Instructions to follow: From the listing below, retype exactly the line holding "display:grid; place-items:center; width:66px;", the line holding "position:absolute; left:522px; top:699px;", and the lines between them; skip everything else.

Material provided:
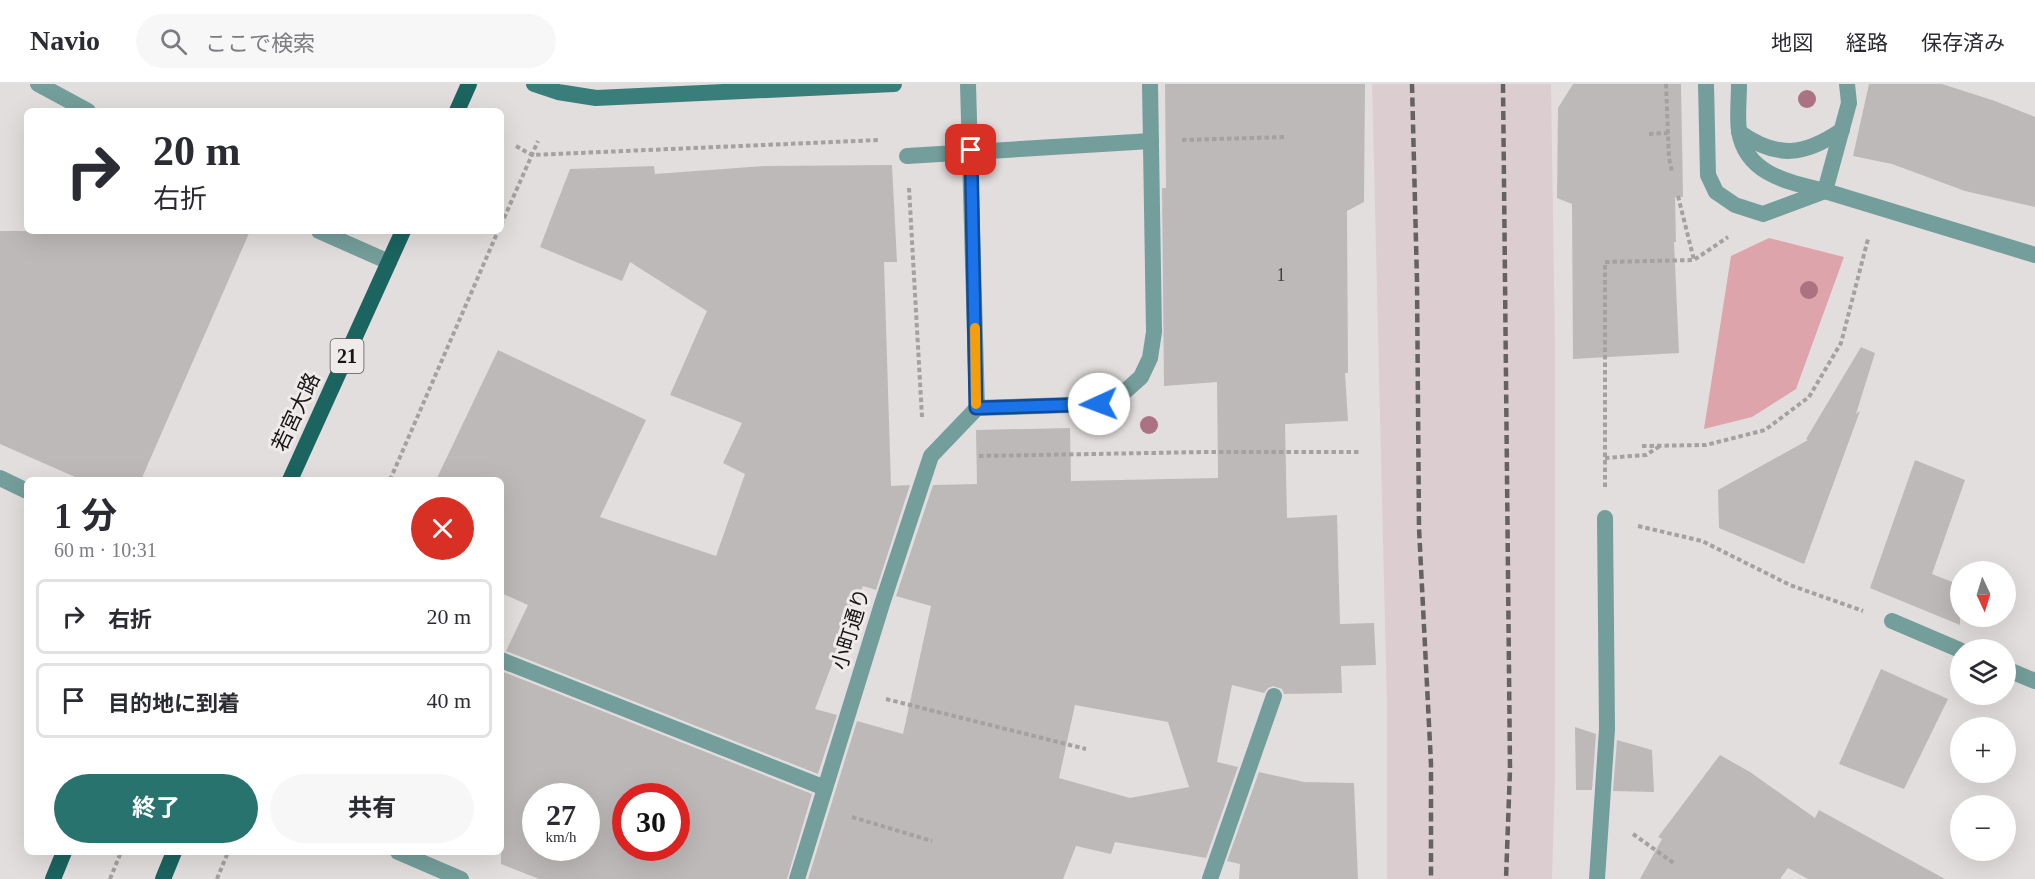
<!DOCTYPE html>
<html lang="ja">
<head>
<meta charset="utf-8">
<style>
  body { margin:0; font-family:"Times New Roman","Noto Sans JP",serif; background:#f7f7f7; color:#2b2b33; height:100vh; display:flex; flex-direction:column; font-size:22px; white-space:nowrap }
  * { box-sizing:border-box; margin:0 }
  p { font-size:20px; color:#7c7c81 }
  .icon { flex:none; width:33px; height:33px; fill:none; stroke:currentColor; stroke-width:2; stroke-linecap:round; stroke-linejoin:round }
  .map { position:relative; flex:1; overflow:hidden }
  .panel { position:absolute; left:24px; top:393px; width:480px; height:378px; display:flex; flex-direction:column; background:#fff; border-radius:9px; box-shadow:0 6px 24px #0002 }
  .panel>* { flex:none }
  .hud { position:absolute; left:24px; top:24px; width:480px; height:126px; border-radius:9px; box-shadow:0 6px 24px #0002; background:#fff; color:#2b2b33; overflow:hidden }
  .needle { width:39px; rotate:176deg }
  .controls { position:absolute; left:1950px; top:477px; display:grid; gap:12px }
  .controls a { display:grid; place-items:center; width:66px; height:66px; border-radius:50%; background:#fff; box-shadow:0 6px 24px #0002; font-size:30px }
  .speed { position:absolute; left:522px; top:699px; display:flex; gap:12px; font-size:30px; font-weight:700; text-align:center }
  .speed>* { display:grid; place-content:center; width:78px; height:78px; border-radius:50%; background:#fff; box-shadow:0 6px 24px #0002; line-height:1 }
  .speed small { font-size:15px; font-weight:400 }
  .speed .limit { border:9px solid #d22; background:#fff; color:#111 }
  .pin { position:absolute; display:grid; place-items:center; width:51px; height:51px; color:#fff; margin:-26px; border-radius:12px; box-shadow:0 3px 9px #0006 }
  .me { position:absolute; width:66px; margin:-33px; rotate:268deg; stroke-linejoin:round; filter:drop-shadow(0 0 4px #0008) }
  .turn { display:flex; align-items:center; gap:21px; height:126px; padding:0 30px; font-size:27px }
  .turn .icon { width:78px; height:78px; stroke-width:2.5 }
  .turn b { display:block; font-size:42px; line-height:51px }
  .round { display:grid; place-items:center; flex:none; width:63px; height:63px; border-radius:32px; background:#f7f7f7 }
  .overview { display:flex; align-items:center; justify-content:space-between; height:102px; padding:0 30px }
  h1 { font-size:36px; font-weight:700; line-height:45px }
  .button { display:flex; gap:12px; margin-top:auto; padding:12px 30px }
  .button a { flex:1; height:69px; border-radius:36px; background:#29736f; color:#fff; font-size:24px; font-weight:700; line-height:69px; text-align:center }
  .button a+a { background:#f7f7f7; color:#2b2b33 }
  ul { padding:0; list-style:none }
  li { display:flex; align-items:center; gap:18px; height:75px; margin:0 12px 9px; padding:0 18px; border:3px solid #e1e1e2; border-radius:9px }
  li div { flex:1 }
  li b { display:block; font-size:22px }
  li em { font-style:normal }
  header { display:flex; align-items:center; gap:36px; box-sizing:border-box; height:84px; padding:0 30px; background:#fff; border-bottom:2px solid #e1e1e2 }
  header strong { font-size:28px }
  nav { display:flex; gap:33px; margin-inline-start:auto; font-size:21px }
  .search { width:420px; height:54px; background:#f7f7f7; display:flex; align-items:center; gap:15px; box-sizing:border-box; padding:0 21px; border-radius:33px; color:#7c7c81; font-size:22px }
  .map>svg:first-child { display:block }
</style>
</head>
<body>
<header>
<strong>Navio</strong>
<div class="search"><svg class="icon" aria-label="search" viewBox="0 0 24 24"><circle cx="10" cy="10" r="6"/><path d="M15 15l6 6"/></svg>ここで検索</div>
<nav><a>地図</a><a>経路</a><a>保存済み</a></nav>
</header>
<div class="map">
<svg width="2035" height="795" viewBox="0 0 2035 795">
  <rect width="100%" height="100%" fill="#e3dede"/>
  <path fill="#dcced0" d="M1372,0H1551L1555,259V695L1552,795H1387V623Z"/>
  <path fill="#dda4ac" d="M1769,154L1844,173L1796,305L1752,333L1704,345L1731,172Z"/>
  <g fill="#beb9b9" fill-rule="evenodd">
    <path d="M1165,0H1365L1364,118L1347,127L1348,289H1345L1348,337L1285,340L1287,434L1337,431L1340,540L1374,539L1376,581L1341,582L1342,609L1284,610L1282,605L1273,602L1268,604L1264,609L1232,601L1217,678L1238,683L1206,774L1115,758L1111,770L1076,762L1063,795H808L857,637L903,650L931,522L896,512L933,401L977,400L976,346L1070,344L1071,397L1218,394L1217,298L1164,302L1162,104H1166ZM1075,621L1168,638L1189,703L1130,714L1059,694Z"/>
    <path d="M1573,0H1681L1683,113H1675L1676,158H1674L1679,269L1573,275L1572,120L1557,114L1558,24Z"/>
    <path d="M1869,0H1942L1995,17L2035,33V123L1965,107L1892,80L1853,72Z"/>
    <path d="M892,81L897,178H884L891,402L910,401L876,506L863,502L835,569L836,570L815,625L837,631L818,690L506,567L528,521L501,509V396H436L498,266L646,336L600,433L716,472L745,390L723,379L742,339L670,311L707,227L630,178L622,197L540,163L570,85L654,82L655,90L765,82Z"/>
    <path d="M0,147H250L141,396H82L0,360Z"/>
    <path d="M1861,263L1875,269L1856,330L1860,327L1804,480L1719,444L1718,406L1808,356L1806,355Z"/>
    <path d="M1915,376L1965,396L1932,490L1960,501V541L1870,504Z"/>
    <path d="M1881,585L1948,615L1904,705L1839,680Z"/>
    <path d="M501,587L812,710L787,795H539L501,780ZM536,712H586V764H536ZM626,712H676V764H626Z"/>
    <path d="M1575,643L1596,650L1592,706H1576Z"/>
    <path d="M1617,656L1652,666L1654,708L1613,707Z"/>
    <path d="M1720,671L1750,688L1815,734L1819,726L1945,795H1808L1788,784L1780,795H1640L1662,755L1658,753Z"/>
    <path d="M1259,688L1304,698L1354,699L1358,795H1239L1240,780L1227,777Z"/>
  </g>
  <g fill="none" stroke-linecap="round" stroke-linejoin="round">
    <g stroke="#a5a1a1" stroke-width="4" stroke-dasharray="4.5 3" stroke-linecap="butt">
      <path d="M1666,0L1669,74L1672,88"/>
      <path d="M1649,50L1668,49"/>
      <path d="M1182,56L1287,53"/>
      <path d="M516,62L532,71L879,56"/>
      <path d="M909,104L922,333"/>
      <path d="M1678,112L1694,176"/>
      <path d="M501,141L538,57"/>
      <path d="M1642,362L1706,361L1765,346L1809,313L1841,259L1868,155"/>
      <path d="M979,372L1206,368H1359"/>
      <path d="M1605,374L1646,371L1660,362"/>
      <path d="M390,396L498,147"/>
      <path d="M1605,403V178L1694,176L1728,153"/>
      <path d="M1638,442L1702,457L1790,501L1863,527"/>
      <path d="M886,615L1086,665"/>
      <path d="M852,733L932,757"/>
      <path d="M1633,750L1675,780"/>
      <path d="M110,795L121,768"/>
      <path d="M217,795L228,768"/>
    </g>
    <g stroke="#749e9b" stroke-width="16">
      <path d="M38,0L88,27"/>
      <path d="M319,147L389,178"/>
      <path d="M1892,537L1960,566"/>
      <path d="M501,576L825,704"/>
      <path d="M2006,585L2035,597"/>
      <path d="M1210,795L1274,612"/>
    </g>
    <g stroke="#749e9b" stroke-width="16">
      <path d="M907,72L1151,57"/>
      <path d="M797,795L882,520L931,372L977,324"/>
    </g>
    <g stroke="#749e9b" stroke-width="16">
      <path d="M968,0L977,324L1099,320L1121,311L1141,293L1150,274L1154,248L1150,0"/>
      <path d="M1706,0L1708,91L1716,108L1735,121L1763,130L1825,107"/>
      <path d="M1739,0C1739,15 1737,32 1739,47C1746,91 1789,98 1825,107"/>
      <path d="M1739,48C1777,75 1804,72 1842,46"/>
      <path d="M1825,107L1849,19L1847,0"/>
      <path d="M0,394L27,407"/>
      <path d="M398,768L461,795"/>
      <path d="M1597,795L1607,645L1605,434"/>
    </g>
    <path stroke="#749e9b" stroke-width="16" d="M1825,107L2035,171"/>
    <path stroke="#397e7a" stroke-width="16" d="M534,0L558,8L596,14L894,0"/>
    <g stroke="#1b6460" stroke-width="16">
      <path d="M457,27L469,0"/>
      <path d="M290,396L403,147"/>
      <path d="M53,795L64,768"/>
      <path d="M163,795L174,768"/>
    </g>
    <g stroke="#656262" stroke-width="4.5" stroke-dasharray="9 4.5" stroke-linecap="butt">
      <path d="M1412,0L1417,197L1419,444L1431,680V795"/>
      <path d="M1503,0L1510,685L1506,795"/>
    </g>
  </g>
  <g fill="#ab7382">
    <circle cx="1807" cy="15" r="9"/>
    <circle cx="1809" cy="206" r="9"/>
    <circle cx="1149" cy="341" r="9"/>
  </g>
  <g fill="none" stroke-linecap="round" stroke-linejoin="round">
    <defs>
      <path id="route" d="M971,66L976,324L1099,320"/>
    </defs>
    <use href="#route" stroke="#114b97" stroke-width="15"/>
    <use href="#route" stroke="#1a73e8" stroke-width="10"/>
    <path stroke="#f59e0b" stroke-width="10" d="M975,244L976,320"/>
  </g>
  <g text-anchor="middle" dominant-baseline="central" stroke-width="6" stroke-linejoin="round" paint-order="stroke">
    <g font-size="18" fill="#423f3f">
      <text x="1281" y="191">1</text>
    </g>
    <rect fill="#f0ebeb" stroke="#595656" stroke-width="1.5" x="330.5" y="255" width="33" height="34" rx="4.5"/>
    <g font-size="20" font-weight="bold" fill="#181616">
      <text x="347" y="272">21</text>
    </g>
    <g font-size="21" fill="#181616" stroke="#f0ebeb">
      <text transform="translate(296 328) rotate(-65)">若宮大路</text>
      <text transform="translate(851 545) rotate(-73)">小町通り</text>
    </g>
  </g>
</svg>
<div class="controls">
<a><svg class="needle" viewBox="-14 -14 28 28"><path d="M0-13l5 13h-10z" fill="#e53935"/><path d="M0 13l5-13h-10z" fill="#7c7c81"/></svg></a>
<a><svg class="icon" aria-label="layers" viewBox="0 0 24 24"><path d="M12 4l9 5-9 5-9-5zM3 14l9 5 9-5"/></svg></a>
<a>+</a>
<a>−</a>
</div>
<div class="speed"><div>27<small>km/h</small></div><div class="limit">30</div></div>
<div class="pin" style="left:971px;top:66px;background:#d93025"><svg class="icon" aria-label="arrive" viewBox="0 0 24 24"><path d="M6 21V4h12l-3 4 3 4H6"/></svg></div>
<svg class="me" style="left:1099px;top:320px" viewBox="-20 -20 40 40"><circle r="19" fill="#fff"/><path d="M0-13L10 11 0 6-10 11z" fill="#1a73e8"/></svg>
<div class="hud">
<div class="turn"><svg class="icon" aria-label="right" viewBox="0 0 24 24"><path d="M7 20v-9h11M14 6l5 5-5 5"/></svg><div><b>20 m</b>右折</div></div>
</div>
<section class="panel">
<div class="overview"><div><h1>1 分</h1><p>60 m · 10:31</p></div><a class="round" style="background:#d93025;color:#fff"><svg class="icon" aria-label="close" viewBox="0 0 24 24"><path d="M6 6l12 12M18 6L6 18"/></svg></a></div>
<ul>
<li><svg class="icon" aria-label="right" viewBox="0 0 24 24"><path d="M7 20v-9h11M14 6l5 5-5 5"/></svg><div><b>右折</b></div><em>20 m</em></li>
<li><svg class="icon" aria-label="arrive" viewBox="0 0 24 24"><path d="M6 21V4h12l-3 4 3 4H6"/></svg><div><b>目的地に到着</b></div><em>40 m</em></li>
</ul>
<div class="button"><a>終了</a><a>共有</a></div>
</section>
</div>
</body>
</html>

Solution:
  .controls a { display:grid; place-items:center; width:66px; height:66px; border-radius:50%; background:#fff; box-shadow:0 6px 24px #0002; font-size:30px }
  .speed { position:absolute; left:522px; top:699px; display:flex; gap:12px; font-size:30px; font-weight:700; text-align:center }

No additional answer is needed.